Projects include building a new library, theater and historical museum, plus start-up initiatives to help entrepreneurs on the Westside who may not have the means to start their own business.

"I would love to see homes and things built there equal to anywhere else. Streets built up to where they're equal to anywhere else," Amie-Pilot said.

After all her years living in the neighborhood, Amie-Pilot questions why change is taking so long and why more major investments haven't been made.

"You would think downtown. Look, the beautification down there, why shouldn't they want their neighbors to be the same way?" she said.

"That's what makes our community so resilient, and that's what gives us our backbone. And that's what, you know, it gives us the opportunity to continue to push forward," Crear said. "Of course, we were denied opportunities left and right on many levels — economic, social, as well, to progress. But we're here, we're standing. We're standing strong, and we're moving forward."

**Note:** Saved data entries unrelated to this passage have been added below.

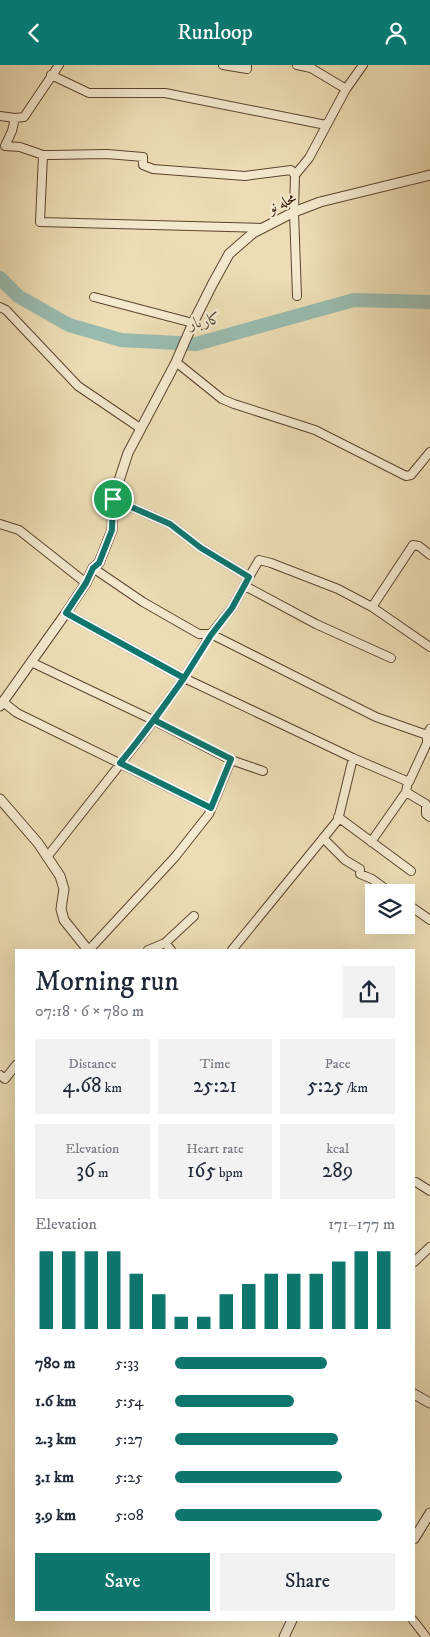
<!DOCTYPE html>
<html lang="en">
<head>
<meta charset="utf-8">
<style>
  :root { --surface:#fff; --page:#f2f2f3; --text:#1f2937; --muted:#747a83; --accent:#0f766e }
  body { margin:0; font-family:"IM FELL DW Pica",Amiri,serif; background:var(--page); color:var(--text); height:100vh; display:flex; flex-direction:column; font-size:19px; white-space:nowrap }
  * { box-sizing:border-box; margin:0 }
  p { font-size:16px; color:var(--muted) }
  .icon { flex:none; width:28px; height:28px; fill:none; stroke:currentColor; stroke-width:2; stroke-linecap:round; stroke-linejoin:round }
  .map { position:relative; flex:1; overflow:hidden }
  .details { position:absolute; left:15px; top:884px; width:400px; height:672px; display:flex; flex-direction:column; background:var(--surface); border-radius:0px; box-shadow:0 5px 20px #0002 }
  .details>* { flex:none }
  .fabs { position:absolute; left:365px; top:819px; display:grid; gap:10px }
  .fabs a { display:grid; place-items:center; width:50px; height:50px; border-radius:0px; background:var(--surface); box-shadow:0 5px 20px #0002; font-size:25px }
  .pin { position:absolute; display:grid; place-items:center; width:42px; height:42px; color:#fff; margin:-21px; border:2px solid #fff; border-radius:50%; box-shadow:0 1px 5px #0007 }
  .round { display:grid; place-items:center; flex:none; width:52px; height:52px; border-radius:0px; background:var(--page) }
  .headline { display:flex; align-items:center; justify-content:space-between; height:85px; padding:0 20px }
  h1 { font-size:28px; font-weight:600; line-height:38px }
  .figures { display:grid; grid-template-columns:repeat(3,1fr); gap:8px; height:85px; padding:5px 20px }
  .figures div { display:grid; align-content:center; border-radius:0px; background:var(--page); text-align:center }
  .figures b { font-size:21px; font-weight:600 }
  .figures small { font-size:14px; font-weight:400 }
  .figures p { font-size:14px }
  .chart { height:140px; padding:10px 20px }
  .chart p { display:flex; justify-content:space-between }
  .chart svg { width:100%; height:90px; margin-top:5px; stroke:var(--accent); stroke-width:6 }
  .button { display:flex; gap:10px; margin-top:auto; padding:10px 20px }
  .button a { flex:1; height:58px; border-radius:0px; background:var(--accent); color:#fff; font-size:20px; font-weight:600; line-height:58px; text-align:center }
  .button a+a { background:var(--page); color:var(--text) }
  ul { padding:0 20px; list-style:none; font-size:16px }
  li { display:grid; grid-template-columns:80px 60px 1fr; align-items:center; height:38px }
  li i { height:12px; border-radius:6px; background:var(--accent) }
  header { display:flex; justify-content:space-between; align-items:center; height:65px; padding:0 20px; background:var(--accent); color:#fff; font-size:22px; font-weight:600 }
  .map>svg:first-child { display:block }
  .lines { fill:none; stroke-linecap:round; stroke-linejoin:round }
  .river { stroke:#99bbaf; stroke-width:14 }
  .minor-casing { stroke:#5c442e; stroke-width:10 }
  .tertiary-casing { stroke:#5c442e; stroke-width:11 }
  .minor { stroke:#f3e9ce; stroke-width:8 }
  .tertiary { stroke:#f3e9ce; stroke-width:9 }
  .route-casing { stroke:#fff; stroke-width:10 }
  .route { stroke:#0f766e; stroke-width:6 }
  .labels { text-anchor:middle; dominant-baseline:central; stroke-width:4.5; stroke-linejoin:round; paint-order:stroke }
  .street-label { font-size:15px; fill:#2c1102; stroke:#f3e9ce }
  .water-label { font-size:16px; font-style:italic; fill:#524c3f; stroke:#f3e9ce }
</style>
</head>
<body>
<header><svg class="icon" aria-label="back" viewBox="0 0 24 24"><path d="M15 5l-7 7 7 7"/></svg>Runloop<svg class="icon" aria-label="person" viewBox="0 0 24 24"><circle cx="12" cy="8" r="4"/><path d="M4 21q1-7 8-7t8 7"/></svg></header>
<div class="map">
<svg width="430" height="1572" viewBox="0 0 430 1572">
  <rect width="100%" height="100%" fill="#ecddb4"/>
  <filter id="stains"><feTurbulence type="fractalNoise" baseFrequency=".004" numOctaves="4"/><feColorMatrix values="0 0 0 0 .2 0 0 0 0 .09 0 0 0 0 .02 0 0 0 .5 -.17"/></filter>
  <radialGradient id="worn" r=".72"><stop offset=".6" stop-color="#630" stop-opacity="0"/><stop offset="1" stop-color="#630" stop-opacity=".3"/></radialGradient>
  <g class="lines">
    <path class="river" d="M0 213 18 231 69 260 121 275 196 279 354 235 430 237"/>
    <defs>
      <path id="minor" d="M223 0 247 4V0
        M297 0 311 3 346 24
        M51 10 89 28H165L326 60
        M0 51 15 53 24 52 59 0
        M15 53 12 66 5 81 20 82 43 90H50L107 89 143 92V100L153 104 245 111 291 105 295 110
        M43 90 40 157 263 163
        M297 231 294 147 295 110 309 93 346 24 363 0
        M94 232 193 258
        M0 242 6 245 78 321 140 363
        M176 297 222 334 234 339 315 365 406 411 411 410 430 387
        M113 434 170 459 201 483 249 512 259 495 271 498 338 524 372 542 430 582
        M0 459 19 465 86 518
        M93 503 143 537 199 569H211L376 652 427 670
        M245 521 316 559 391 593
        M372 542 413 480 419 481 430 490
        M66 548 184 613 353 693 409 717 427 678V670L430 664
        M31 597 153 655 231 695 263 706
        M3 637 17 648 211 743
        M407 722 406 727 426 739V749L430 752
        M338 752 411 806
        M323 773 345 795 360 804V809L372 814 391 828
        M371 777 406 727
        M47 792 140 674 184 613 211 569 232 543 249 512
        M406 838 430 855
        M165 878 194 851
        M89 885 175 792 209 749 231 695
        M148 885 165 878 171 885
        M232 885 338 755 353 693
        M0 1010 5 1014 16 1000
        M416 1117 430 1126
        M414 1197 430 1182
        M413 1555 426 1572"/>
      <path id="tertiary" d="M0 641 66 548 86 518 93 503 99 498 112 465 113 434 128 388 176 297 193 258 212 220 229 189 253 168 294 147 320 137 430 110
        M0 734 38 778 60 811 64 824 61 844 64 855 88 885
        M414 1329 430 1338
        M414 1474 430 1448
        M284 1572 292 1555"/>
    </defs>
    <use href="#minor" class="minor-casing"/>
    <use href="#tertiary" class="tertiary-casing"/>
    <use href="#minor" class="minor"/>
    <use href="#tertiary" class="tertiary"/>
  </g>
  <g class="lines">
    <defs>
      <path id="route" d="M113 434 112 465 99 498 93 503 86 518 66 548 184 613C163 642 143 671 120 698L211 743 231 694 154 655 184 613 211 570 232 543 249 512 201 483 170 459 113 434"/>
    </defs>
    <use href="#route" class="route-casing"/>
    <use href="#route" class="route"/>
  </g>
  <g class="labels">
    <g class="street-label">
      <text transform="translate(282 138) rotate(-25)">محله نو</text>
    </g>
    <g class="water-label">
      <text transform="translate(205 256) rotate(-11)">کاربار</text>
    </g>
  </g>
  <rect width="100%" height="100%" filter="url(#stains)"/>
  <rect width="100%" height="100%" fill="url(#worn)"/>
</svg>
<div class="fabs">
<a><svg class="icon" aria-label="layers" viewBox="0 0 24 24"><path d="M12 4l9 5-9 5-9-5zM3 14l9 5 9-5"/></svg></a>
</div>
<div class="pin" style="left:113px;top:434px;background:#1e9e55"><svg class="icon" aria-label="arrive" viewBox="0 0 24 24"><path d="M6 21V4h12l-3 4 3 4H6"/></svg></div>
<section class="details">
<div class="headline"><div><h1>Morning run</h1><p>07:18 · 6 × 780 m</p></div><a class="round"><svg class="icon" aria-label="share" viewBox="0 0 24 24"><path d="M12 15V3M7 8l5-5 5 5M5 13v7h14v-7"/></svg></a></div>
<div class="figures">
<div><p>Distance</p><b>4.68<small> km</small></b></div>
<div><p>Time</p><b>25:21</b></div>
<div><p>Pace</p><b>5:25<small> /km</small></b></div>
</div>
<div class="figures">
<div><p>Elevation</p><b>36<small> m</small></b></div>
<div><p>Heart rate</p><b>165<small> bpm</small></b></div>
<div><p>kcal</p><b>289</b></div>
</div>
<div class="chart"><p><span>Elevation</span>171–177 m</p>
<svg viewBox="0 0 160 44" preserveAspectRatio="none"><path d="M5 44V6M15 44V6M25 44V6M35 44V6M45 44V17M55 44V27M65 44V38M75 44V38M85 44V27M95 44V22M105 44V17M115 44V17M125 44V17M135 44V11M145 44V6M155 44V6"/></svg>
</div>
<ul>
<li><b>780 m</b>5:33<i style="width:69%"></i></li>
<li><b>1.6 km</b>5:54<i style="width:54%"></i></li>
<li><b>2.3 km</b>5:27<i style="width:74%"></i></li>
<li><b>3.1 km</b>5:25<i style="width:76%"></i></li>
<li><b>3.9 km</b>5:08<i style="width:94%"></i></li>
</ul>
<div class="button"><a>Save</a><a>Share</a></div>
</section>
</div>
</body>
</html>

A step forward that Amie-Pilot hopes she'll witness in her lifetime and a reassurance that what she hoped for so long will come true.

"But I hope I see, one day, that things are made better. We're not fighting each other, we're praising each other. If I can have it, I want you to have it. What is wrong with that?" Amie-Pilot said.

Some of the most recent developments in the Historic Westside includes Legacy Park. City and community partners are also working on a future technology center with Cox. And next year, they hope to break ground on a workforce development center in partnership with the College of Southern Nevada.